Format: Short framing segments followed by guided, hands-on exercises. You’ll write real Elixir at every stage. We’ll work against a shared starter repo, and each module builds on the last, so you leave with a complete harness you understand end to end — not a black box you copied.
Duration:
- 8 hours
Tutorial objectives: By the end of this workshop, participants will be able to:
- Define an agent harness from first principles and identify its core components — tool registry, context management, guardrails, agent loop, and verification step — in any agent system they encounter.
- Build an agent loop in Elixir that calls a model, dispatches tools, and accumulates an inspectable trace, structured as a GenServer.
- Design and register tools with clean boundaries between what the model decides and what application code deterministically executes.
- Implement guardrails that cap iterations and compress context, and recognize when to enforce limits in code versus when to let supervision handle a failure.
- Write a deterministic verification step that inspects an agent’s trace to catch hallucinated or falsely-reported successes.
- Extract untrusted steps into programmatic handlers, moving authentication, side effects, and must-be-correct logic out of the model’s control and into supervised, deterministic code.
- Structure a harness as a proper OTP application, so that a crashing or misbehaving agent run becomes a recoverable event rather than an outage.
- Map OTP primitives to harness design, articulating why supervision trees, process isolation, and “let it crash” are a strong fit for reliable agent infrastructure.
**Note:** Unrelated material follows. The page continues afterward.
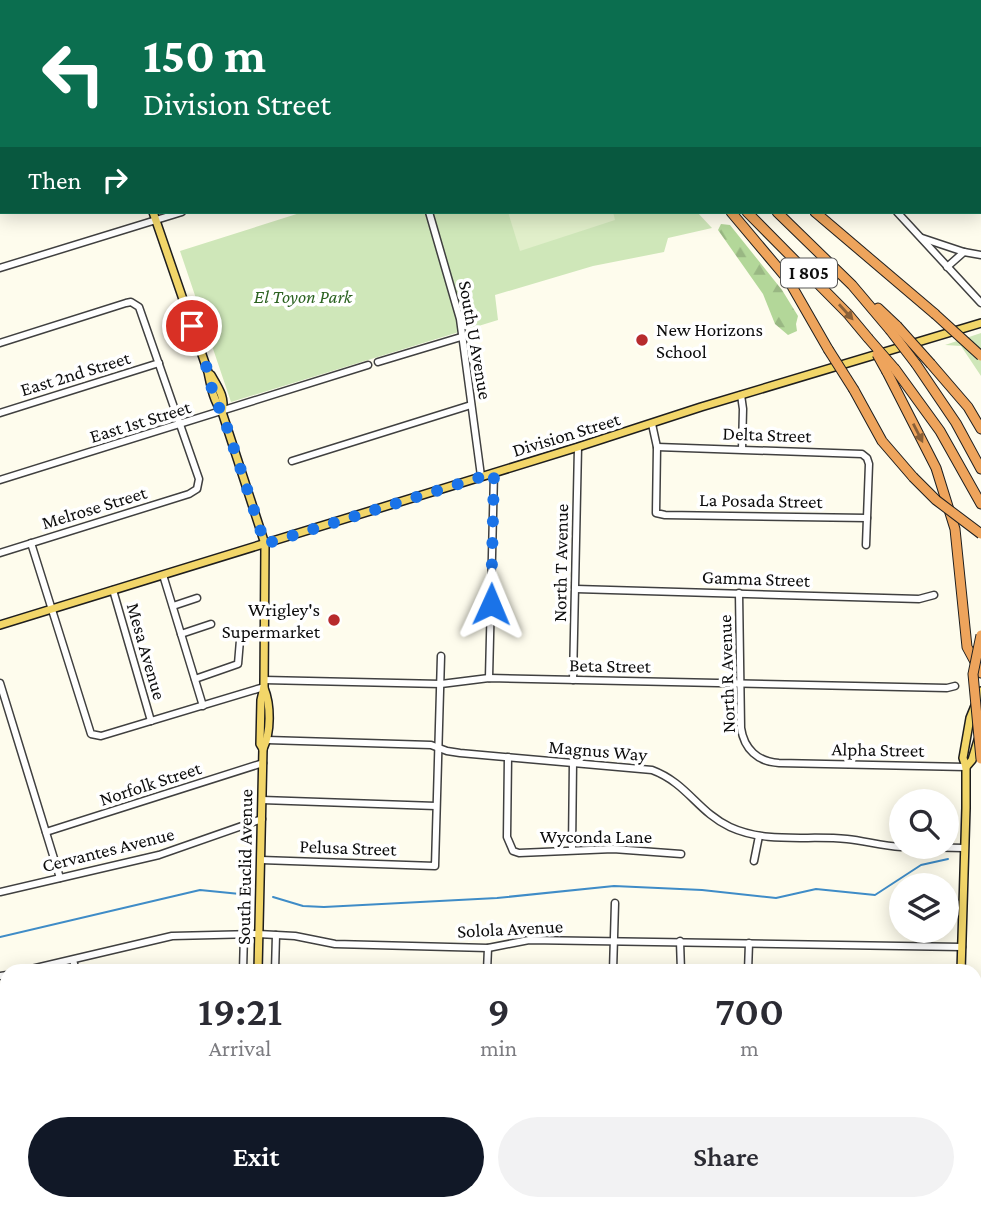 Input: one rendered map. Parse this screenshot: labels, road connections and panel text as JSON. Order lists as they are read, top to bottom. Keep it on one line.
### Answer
{"streets":{"highway":["I 805"],"main road":["Division Street","South Euclid Avenue"],"street":["South U Avenue","East 2nd Street","East 1st Street","Delta Street","La Posada Street","Melrose Street","North T Avenue","Gamma Street","Mesa Avenue","Beta Street","North R Avenue","Alpha Street","Magnus Way","Norfolk Street","Wyconda Lane","Pelusa Street","Cervantes Avenue","Solola Avenue"]},"crossings":[["South U Avenue","Division Street"],["East 1st Street","Melrose Street"],["Division Street","North T Avenue"],["Division Street","Mesa Avenue"],["Division Street","Beta Street"],["Delta Street","La Posada Street"],["North T Avenue","Gamma Street"],["North T Avenue","Beta Street"],["Gamma Street","North R Avenue"],["Mesa Avenue","Beta Street"],["Beta Street","North R Avenue"],["North R Avenue","Alpha Street"],["Magnus Way","Wyconda Lane"],["Norfolk Street","South Euclid Avenue"],["Pelusa Street","South Euclid Avenue"],["Cervantes Avenue","South Euclid Avenue"],["South Euclid Avenue","Solola Avenue"]],"parks":["El Toyon Park"],"places":["New Horizons School","Wrigley's Supermarket"],"page":{"turn":["150 m","Division Street"],"then":"Then","eta":["19:21","Arrival","9","min","700","m"],"buttons":["Exit","Share"]}}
- Evaluate reliability as the primary lever for production agents, and apply harness patterns to reduce cost and improve trustworthiness using cheaper or smaller models.
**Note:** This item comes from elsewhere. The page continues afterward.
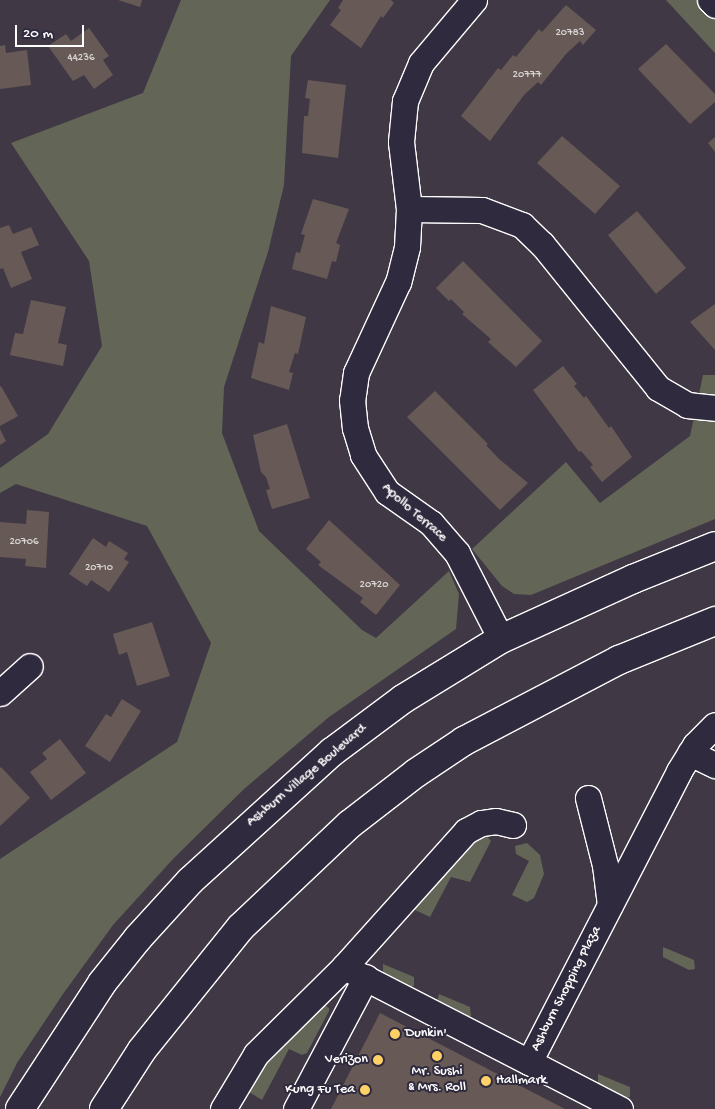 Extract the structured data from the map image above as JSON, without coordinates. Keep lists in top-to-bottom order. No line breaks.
{"streets":{"main road":["Ashburn Village Boulevard"],"street":["Apollo Terrace","Ashburn Shopping Plaza"]},"crossings":[["Apollo Terrace","Ashburn Village Boulevard"]],"places":["Dunkin'","Mr. Sushi & Mrs. Roll","Verizon","Hallmark","Kung Fu Tea"],"house_numbers":["20783","44236","20777","20706","20710","20720"],"scale_bar":"20 m"}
Target audience: This workshop is for intermediate to advanced Elixir and Erlang developers who want to build reliable AI agents, not just hear about them. The day is spent writing code, so you should be comfortable working in a Mix project and reading OTP code (GenServer, supervisors) without hand-holding. No machine learning background is required — the entire focus is the engineering layer around the model, and we treat the model itself as a black box.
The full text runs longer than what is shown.